ACTIVITY — Look for the string "inset" in the material below. Copy every line where you find it.
_ _ _ _ _ _ _
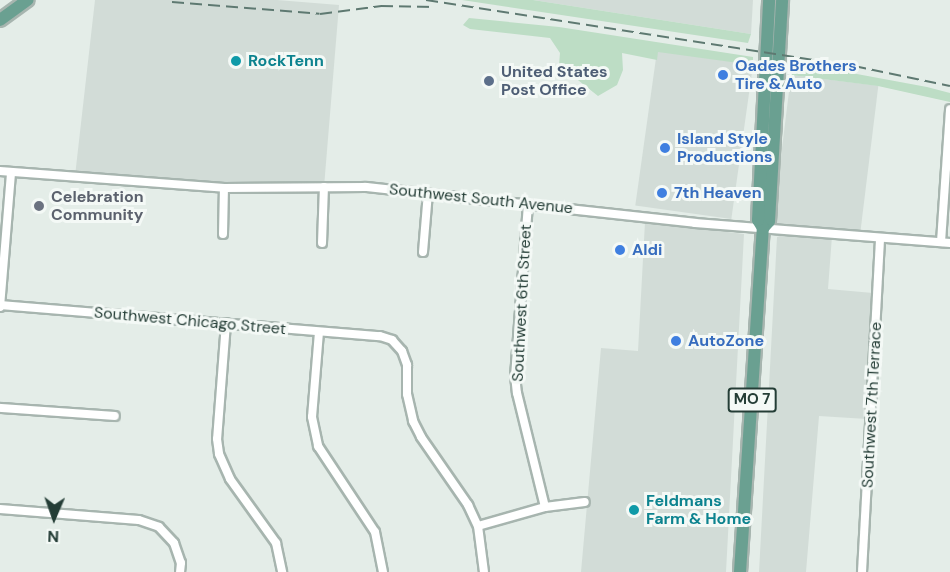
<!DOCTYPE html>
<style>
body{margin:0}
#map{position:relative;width:950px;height:572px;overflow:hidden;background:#e4ede8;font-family:"DM Sans",sans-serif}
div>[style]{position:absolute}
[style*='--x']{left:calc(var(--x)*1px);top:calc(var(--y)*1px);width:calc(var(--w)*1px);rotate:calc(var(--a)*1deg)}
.built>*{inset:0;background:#d2dcd7;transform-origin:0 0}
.green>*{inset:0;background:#bdddc5}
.roads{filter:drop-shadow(2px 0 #a7b5af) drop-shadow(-2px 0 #a7b5af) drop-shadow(0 2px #a7b5af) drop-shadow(0 -2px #a7b5af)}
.street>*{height:8px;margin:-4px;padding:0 4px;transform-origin:4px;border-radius:4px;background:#fff}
.primary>*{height:12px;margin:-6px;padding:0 6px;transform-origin:6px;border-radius:6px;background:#6aa091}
.rail>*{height:2px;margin-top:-1px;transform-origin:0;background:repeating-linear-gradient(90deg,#5e7971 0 12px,transparent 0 18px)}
.dots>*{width:16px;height:16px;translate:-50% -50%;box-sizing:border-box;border:3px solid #f4f9f6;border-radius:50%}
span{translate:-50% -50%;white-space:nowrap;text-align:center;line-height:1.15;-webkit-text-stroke:6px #f4f9f6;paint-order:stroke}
.shield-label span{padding:2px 4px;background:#f4f9f6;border:2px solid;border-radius:4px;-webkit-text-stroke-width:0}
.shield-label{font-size:15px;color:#243d36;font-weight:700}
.culture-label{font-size:16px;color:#0d838f;font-weight:700}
.left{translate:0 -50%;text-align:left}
.shop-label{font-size:16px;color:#366cbe;font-weight:700}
.service-label{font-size:16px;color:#4e5e75;font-weight:700}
.worship-label{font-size:16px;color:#5b616d;font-weight:700}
.street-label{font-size:16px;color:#243d36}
.north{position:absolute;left:24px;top:488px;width:60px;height:60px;-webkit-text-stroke:4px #f4f9f6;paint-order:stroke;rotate:182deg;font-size:16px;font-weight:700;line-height:24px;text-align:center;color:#243d36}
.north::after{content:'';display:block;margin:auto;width:21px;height:27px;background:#243d36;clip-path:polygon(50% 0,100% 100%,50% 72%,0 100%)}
</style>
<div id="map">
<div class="built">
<div style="clip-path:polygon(95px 0,277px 0,339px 5px,324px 187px,224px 188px,75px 176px)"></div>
<div style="clip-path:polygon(533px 0,753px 0,751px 34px)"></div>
<div style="left:657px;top:51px;width:97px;height:156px;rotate:8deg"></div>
<div style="left:791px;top:75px;width:88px;height:151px;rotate:7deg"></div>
<div style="clip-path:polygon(645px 222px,744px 234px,726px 572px,581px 572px,601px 348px,638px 351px)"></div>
<div style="clip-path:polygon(786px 234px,832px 236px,828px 289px,873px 293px,867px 419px,819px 416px,806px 572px,759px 572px,777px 237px)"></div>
</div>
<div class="green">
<div style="clip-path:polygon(462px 0,533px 0,751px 34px,748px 43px)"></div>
<div style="clip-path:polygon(469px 18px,559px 27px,753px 57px,753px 65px,658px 52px,657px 60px,622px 53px,623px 70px,617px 85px,598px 96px,559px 65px,560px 53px,550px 38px,470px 29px,463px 25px)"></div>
<div style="clip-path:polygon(792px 62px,927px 87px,950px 93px,950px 102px,878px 86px,791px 75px)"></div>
</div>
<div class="roads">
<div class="street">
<div style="--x:0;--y:171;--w:225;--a:4.3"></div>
<div style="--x:224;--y:188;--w:142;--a:-0.4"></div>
<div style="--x:366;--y:187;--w:331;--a:6.2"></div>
<div style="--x:695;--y:223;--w:256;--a:4.5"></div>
<div style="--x:528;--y:204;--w:171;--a:94.3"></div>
<div style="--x:515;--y:375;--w:18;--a:84"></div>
<div style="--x:517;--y:393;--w:117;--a:76.2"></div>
<div style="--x:223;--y:234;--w:46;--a:-88.8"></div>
<div style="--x:941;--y:242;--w:133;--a:-86.1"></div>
<div style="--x:322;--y:243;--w:56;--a:-88"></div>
<div style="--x:423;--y:252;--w:59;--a:-85.2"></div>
<div style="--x:0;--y:305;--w:381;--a:4.7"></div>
<div style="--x:380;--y:336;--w:13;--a:18"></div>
<div style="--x:392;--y:340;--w:15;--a:48"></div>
<div style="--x:402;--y:351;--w:15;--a:70"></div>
<div style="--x:407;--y:365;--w:29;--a:90"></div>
<div style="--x:407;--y:394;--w:28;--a:77"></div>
<div style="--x:413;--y:421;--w:18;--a:63"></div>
<div style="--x:421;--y:437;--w:83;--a:55.3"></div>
<div style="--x:468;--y:505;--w:23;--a:65"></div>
<div style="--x:478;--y:526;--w:46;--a:82.6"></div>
<div style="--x:0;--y:307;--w:135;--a:-85.3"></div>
<div style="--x:226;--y:323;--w:116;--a:94.4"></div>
<div style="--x:217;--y:439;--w:15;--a:82"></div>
<div style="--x:219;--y:454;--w:27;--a:66"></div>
<div style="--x:230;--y:479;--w:79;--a:54.3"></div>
<div style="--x:276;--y:543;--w:30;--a:78"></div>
<div style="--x:319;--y:332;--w:85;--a:94.7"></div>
<div style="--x:312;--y:417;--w:30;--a:78"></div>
<div style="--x:318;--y:446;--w:103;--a:56.5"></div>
<div style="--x:375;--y:532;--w:41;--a:78.7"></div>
<div style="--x:0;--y:408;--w:115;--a:4"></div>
<div style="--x:0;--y:509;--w:139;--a:4.5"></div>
<div style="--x:139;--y:520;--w:21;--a:19"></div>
<div style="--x:159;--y:527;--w:22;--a:47"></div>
<div style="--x:174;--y:543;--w:21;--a:71"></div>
<div style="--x:181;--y:563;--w:9;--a:96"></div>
<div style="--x:478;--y:526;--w:70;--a:-15.8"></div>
<div style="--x:545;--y:507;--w:40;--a:-7.1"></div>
<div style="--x:862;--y:572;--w:334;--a:-86.9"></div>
</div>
<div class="primary">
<div style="--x:0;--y:20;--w:34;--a:-36"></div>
<div style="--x:763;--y:228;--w:9;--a:-49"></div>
<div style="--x:769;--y:221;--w:221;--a:-86.6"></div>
<div style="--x:740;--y:572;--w:345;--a:-86.2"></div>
<div style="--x:763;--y:228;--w:9;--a:-122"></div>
<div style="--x:758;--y:220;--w:220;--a:-87.1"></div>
</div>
</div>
<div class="rail">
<div style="--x:426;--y:0;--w:433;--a:8.8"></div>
<div style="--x:854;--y:66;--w:98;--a:11.8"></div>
<div style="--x:172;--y:2;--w:148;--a:4.6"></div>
<div style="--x:320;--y:14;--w:62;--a:-7.5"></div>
<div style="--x:381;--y:6;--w:54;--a:1.1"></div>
</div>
<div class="dots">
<div style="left:236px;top:61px;background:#0f9aa8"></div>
<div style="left:723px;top:75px;background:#3f7fe0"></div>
<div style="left:489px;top:81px;background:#5c6f8a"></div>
<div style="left:665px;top:148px;background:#3f7fe0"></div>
<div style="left:662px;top:193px;background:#3f7fe0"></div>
<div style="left:39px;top:206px;background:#6b7280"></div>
<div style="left:620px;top:250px;background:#3f7fe0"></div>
<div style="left:676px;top:341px;background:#3f7fe0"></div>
<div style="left:634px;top:510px;background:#0f9aa8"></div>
</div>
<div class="shield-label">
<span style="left:752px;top:400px">MO 7</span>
</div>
<div class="culture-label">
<span class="left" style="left:248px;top:61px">RockTenn</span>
<span class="left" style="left:646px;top:510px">Feldmans<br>Farm &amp; Home</span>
</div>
<div class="shop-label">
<span class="left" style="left:735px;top:75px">Oades Brothers<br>Tire &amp; Auto</span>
<span class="left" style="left:677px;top:148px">Island Style<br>Productions</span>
<span class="left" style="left:674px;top:193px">7th Heaven</span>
<span class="left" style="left:632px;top:250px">Aldi</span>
<span class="left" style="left:688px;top:341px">AutoZone</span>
</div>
<div class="service-label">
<span class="left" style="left:501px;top:81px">United States<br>Post Office</span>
</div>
<div class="worship-label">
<span class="left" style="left:51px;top:206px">Celebration<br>Community</span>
</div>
<div class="street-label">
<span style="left:481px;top:199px;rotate:6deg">Southwest South Avenue</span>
<span style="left:522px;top:303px;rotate:-87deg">Southwest 6th Street</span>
<span style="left:190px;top:321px;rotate:5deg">Southwest Chicago Street</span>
<span style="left:872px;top:405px;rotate:-87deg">Southwest 7th Terrace</span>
</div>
<div class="north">N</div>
</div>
_ _ _ _ _ _ _
REPLY TO THE TASK —
.built>*{inset:0;background:#d2dcd7;transform-origin:0 0}
.green>*{inset:0;background:#bdddc5}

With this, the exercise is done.